I think I first realized the importance of art in my life when I was able to read children’s picture books. I would spend hours poring over the illustrations and details, long after I was finished with the written story. I have memories of keeping illustrated books by my bed, well into adolescence, where I would admire the artwork and stories before falling asleep. There has always been something magnetic and comforting about illustrated storytelling to me, whether it be books, poster design, comics, animation, or video games.
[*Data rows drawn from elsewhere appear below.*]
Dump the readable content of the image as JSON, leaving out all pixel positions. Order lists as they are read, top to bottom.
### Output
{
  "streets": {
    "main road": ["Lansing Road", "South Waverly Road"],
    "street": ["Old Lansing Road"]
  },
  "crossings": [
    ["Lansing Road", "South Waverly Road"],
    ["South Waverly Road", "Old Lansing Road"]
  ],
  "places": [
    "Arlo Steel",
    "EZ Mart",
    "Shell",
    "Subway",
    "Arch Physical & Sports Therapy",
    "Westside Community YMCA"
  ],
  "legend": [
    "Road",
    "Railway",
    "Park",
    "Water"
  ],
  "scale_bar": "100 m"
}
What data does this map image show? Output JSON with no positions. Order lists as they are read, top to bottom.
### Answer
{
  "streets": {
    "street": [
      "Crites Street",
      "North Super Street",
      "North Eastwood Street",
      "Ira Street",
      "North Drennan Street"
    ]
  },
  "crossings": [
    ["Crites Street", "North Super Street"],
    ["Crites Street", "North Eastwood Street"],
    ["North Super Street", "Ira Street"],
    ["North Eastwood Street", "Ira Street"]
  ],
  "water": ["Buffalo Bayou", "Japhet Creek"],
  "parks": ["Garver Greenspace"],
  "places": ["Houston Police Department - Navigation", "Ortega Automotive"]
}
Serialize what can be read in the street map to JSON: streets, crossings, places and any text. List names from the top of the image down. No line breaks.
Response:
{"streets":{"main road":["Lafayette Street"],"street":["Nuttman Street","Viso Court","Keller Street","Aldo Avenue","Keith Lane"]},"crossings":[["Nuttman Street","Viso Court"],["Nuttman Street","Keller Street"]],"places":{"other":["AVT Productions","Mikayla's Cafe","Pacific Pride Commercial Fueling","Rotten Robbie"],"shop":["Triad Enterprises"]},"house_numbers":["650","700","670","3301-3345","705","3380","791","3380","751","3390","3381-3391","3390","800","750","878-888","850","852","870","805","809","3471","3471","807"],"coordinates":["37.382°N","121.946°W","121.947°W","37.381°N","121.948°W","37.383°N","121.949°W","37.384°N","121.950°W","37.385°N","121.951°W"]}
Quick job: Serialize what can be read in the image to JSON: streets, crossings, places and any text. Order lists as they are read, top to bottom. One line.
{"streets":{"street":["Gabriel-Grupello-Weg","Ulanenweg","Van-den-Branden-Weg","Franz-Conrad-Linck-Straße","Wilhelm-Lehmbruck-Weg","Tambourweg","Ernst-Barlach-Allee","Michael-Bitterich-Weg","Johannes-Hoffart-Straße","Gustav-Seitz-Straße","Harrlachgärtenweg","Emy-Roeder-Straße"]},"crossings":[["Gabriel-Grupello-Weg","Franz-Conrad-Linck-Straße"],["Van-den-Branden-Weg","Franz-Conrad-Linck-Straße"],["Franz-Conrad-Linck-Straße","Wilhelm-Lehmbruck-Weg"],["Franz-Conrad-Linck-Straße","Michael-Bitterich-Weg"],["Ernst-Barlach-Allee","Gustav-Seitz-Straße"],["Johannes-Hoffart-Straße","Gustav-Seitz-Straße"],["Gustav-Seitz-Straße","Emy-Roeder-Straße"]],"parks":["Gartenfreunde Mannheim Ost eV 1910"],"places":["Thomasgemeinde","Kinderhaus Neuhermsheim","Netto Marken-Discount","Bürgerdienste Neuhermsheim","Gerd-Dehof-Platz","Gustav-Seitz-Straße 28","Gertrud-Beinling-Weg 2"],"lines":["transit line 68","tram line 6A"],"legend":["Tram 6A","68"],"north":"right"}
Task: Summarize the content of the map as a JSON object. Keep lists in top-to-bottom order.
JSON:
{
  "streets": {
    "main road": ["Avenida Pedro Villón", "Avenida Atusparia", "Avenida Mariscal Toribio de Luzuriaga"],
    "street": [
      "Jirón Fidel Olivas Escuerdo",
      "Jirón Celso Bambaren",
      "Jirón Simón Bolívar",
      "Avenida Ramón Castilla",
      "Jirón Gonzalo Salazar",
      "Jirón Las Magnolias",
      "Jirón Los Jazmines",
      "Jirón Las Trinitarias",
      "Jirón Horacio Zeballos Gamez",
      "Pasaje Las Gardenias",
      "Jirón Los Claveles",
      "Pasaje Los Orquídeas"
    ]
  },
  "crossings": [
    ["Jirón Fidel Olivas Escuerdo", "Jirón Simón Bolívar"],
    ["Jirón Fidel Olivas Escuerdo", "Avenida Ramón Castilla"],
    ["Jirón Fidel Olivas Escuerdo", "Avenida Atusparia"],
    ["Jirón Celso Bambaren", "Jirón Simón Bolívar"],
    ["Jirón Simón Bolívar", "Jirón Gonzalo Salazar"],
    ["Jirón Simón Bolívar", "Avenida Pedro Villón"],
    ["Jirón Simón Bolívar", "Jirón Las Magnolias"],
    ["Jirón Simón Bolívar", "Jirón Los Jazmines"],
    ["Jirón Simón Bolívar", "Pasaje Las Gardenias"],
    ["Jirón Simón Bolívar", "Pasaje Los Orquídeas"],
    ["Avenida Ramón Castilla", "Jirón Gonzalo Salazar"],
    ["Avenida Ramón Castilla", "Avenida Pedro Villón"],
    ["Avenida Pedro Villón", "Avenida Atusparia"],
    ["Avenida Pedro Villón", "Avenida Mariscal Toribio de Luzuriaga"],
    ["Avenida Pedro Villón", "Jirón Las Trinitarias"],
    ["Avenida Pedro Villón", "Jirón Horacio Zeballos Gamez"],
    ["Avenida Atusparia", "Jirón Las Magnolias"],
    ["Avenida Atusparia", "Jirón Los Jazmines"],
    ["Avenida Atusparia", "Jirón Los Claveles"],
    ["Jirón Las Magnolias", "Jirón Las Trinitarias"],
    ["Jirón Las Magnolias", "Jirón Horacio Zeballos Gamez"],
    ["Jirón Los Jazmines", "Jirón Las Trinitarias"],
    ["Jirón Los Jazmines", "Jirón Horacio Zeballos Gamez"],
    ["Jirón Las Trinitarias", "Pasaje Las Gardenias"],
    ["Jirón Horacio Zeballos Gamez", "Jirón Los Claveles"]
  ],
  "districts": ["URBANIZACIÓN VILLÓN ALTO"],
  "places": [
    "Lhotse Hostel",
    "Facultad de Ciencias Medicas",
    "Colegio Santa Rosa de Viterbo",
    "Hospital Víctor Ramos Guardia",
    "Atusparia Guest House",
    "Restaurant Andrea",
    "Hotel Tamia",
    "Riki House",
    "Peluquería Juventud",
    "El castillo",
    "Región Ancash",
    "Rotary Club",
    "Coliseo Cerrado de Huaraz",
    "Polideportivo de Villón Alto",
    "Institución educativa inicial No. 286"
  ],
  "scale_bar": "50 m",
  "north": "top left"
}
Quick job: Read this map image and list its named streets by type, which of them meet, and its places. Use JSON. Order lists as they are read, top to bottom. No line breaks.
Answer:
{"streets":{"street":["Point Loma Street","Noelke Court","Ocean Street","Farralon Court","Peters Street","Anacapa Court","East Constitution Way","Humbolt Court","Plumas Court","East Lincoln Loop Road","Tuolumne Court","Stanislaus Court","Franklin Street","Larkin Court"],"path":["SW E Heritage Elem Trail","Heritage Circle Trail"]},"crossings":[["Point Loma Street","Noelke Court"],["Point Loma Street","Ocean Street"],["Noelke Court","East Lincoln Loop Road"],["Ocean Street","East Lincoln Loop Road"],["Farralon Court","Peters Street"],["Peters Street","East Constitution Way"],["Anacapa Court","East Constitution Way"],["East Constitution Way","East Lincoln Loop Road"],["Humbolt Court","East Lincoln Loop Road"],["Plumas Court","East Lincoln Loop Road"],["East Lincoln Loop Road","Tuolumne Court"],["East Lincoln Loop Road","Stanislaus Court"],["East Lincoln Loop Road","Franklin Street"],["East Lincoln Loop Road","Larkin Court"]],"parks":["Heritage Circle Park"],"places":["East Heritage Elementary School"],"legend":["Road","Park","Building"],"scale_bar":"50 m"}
Carrie: How would you describe your art?
I would describe my art as bright, cheery, whimsical, and familiar. It typically features organic subjects, most often animals. I use highly saturated palettes with a focus on natural textures like fur, foliage, and textiles. I enjoy capturing things I experience in day to day life, from the food I eat to the people I meet to the buildings I see. And I really, really like drawing my two cats. They appear in my work whether it’s intentional or not. The way I draw animals is almost entirely based on their personalities!
Carrie: What does your workspace look like?
My workspace is a constant work in progress. Since my studio and online shop are also my bedroom, I find it hard to stay on top of organization and cleanliness. I keep my art supplies tucked in and around my drafting table. Paper, packing supplies, and products (i.e. prints, stickers, enamel pins, tote bags, etc) can be found anywhere there is space for them. I like to decorate my desk area with trinkets and prints by other artists that inspire me. Throw a whole pile of plants and two cats into the mix, and it makes for a cozy arrangement. It’s one of my very favourite places to be.
Carrie: Can you describe your artistic process to readers? For example, do you follow the same pattern and track when you develop an artwork from idea to product?
I’ve noticed that an idea will usually form when I’m not actively looking for one. I often get that “spark” when I’m out on a walk or run, reading a book, listening to music, or doing art studies. When this happens, I jot down the idea down in my day-planner or keep a running log on my phone. When I’m ready to tackle it, I move on to drafting. This either happens in a sketchbook or on my iPad Pro (I use the Procreate app). Lately, I’ve been enjoying the flexibility of drafting digitally—even if the final piece is traditional—because it allows me to easily manipulate each aspect of the illustration. I find this especially useful for colour testing.
At this point, the process splits off depending on whether the final illustration is digital or traditional. If traditional, I’ll use a lightbox to transfer the sketch onto the final paper. I typically use a combination of coloured pencil, ink, gouache, and watercolour. If digital, I’ll use a combination of Procreate and Adobe Photoshop to render the final piece. I’ve also dabbled in Adobe Illustrator for screen-printing and enamel pin designs, but I still feel very rusty with that one!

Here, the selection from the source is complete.